FM broadcasting

FM radio is a broadcast technology invented by Edwin Howard Armstrong that uses frequency modulation to provide high-fidelity sound over broadcast radio.

Broadcast bands

The original FM broadcast band in the United States in the early-1940s was on 42-50 MHz with 0.2 MHz channel spacing. This band was abandoned after World War II and is now allocated to a seldom-used two-way communications service.

The name "FM band" is misleading, since one can transmit FM on any frequency within the VHF range. All of these bands mentioned are in the VHF band which extends from 30MHz to 300MHz.

Throughout the world, 87.5-108 MHz (or some portion thereof, in the U.S. is 88.1-107.9 MHz) is used as a broadcast band, with one very notable exception: Japan, which uses its own unique 76-90 MHz band with 0.1 MHz channel spacing.

The frequency of an FM broadcast station (more strictly its assigned nominal center frequency) is usually an exact multiple of 100 kHz. In most of the the Americas and Caribbean only odd multiples are used. In Italy, multiples of 50 kHz are used.
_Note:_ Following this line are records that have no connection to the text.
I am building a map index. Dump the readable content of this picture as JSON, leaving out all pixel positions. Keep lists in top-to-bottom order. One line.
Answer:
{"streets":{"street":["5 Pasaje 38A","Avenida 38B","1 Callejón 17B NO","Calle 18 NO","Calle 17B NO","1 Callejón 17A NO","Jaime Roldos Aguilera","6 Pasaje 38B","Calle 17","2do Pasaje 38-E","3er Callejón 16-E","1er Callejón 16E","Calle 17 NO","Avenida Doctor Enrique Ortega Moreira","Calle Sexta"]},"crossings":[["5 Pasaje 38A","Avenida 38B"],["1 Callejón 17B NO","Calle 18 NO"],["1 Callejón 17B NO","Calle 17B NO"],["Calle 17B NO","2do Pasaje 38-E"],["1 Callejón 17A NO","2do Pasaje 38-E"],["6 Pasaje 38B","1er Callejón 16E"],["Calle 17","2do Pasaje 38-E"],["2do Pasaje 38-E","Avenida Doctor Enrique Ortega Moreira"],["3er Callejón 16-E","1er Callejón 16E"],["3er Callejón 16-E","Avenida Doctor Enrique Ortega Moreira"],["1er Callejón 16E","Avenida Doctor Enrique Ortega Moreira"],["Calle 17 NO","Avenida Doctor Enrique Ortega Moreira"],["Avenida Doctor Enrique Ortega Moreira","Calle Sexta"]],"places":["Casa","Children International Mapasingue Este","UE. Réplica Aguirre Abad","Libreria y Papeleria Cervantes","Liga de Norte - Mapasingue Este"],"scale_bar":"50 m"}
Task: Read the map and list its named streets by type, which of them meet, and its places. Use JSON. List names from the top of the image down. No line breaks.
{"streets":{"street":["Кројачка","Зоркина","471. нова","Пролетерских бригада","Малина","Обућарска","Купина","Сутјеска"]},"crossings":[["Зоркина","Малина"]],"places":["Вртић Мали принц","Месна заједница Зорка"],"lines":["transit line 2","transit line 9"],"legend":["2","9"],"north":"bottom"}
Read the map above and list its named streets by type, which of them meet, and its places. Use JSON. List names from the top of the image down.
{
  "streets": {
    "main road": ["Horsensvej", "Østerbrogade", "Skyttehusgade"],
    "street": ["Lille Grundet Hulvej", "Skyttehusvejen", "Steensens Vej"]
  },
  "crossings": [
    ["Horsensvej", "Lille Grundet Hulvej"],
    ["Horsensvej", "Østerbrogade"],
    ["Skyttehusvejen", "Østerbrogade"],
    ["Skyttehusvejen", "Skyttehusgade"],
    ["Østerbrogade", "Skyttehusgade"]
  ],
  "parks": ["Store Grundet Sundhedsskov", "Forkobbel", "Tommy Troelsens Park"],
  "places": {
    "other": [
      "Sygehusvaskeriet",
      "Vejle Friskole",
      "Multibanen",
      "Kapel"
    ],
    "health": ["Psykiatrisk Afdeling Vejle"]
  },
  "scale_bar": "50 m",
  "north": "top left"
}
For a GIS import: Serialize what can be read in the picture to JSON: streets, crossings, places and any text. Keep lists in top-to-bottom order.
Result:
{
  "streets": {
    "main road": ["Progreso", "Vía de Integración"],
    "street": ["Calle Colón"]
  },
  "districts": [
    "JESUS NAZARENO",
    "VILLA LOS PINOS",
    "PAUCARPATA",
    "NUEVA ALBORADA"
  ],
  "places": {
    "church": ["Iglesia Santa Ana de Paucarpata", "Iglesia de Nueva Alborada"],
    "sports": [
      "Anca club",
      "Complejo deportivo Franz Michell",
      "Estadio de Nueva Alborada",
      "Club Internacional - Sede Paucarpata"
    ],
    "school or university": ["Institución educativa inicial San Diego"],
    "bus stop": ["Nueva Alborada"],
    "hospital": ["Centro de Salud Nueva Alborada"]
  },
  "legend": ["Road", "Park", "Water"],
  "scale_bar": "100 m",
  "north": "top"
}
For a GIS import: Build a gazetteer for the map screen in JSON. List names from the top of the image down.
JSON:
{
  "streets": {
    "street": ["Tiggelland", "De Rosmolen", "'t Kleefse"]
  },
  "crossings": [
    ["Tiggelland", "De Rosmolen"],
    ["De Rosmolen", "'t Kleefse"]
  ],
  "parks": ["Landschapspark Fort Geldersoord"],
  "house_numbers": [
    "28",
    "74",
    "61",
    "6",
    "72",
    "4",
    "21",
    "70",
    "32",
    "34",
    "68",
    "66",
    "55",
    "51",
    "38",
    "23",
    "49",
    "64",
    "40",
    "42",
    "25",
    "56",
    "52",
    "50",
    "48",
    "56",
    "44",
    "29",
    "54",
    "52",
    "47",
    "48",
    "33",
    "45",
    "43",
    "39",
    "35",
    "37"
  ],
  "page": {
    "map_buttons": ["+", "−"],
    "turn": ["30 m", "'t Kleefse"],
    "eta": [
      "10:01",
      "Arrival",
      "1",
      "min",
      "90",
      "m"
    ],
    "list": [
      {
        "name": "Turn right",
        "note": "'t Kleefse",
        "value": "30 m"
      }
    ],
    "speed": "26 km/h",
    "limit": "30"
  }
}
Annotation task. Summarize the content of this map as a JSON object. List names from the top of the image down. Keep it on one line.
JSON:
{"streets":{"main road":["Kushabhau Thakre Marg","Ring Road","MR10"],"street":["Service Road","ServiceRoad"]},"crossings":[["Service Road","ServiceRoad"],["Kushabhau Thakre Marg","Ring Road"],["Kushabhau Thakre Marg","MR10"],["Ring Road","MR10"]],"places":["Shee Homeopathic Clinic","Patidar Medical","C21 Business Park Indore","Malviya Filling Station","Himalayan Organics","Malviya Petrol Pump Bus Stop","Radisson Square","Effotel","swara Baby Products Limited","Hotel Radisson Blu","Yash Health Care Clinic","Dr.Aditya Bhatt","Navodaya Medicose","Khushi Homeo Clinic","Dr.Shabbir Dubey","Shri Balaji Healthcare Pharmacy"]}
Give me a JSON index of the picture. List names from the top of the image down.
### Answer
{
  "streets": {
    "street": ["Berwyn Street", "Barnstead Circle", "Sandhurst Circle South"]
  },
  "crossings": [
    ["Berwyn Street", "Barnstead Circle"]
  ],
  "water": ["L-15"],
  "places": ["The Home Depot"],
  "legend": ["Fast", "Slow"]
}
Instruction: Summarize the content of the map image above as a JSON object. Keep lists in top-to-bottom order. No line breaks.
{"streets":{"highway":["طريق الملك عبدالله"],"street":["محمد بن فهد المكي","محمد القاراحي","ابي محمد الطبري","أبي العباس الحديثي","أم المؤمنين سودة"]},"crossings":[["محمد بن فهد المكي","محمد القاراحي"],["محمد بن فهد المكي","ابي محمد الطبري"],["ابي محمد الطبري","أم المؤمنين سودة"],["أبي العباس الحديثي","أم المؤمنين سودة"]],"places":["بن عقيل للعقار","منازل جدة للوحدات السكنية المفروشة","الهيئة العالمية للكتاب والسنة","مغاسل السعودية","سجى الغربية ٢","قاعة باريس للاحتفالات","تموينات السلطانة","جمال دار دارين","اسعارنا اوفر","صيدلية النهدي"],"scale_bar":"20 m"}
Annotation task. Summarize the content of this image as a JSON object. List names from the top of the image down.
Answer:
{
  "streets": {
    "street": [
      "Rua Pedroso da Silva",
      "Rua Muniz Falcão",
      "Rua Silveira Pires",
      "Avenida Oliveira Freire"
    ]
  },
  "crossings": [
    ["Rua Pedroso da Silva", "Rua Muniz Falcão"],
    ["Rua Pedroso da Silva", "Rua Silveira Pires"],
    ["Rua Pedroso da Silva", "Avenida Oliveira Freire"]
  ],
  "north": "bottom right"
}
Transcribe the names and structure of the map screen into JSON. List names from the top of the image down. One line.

The bandwidth of an FM transmission is normally somewhat wider than these figures, and depends on whether stereo is used and the manner in which the peak deviation is regulated. In the UK, for example, broadcast licences specify that the nominal bandwidth of the transmission is 270 kHz.

In many countries the minimum spacing for stations intended to serve overlapping areas is 400 kHz.

In the former Soviet republics, and some Eastern Bloc nations, an additional older band from 65.9 to 74 MHz is also used. Assigned frequencies are multiples of 30 kHz. This older band, sometimes referred to as the OIRT band is slowly being phased out in many countries.

Technical characteristics

Pre-emphasis and de-emphasis

Random noise has a 'triangular' spectral distribution in an FM system, with the effect that noise occurs predominantly at the highest frequencies within the baseband. This can be offset, to a limited extent, by boosting the high frequencies before transmission and reducing them by a corresponding amount in the receiver. Reducing the high frequencies in the receiver also reduces the high-frequency noise. These processes of boosting and then reducing certain frequencies are known as pre-emphasis and de-emphasis respectively.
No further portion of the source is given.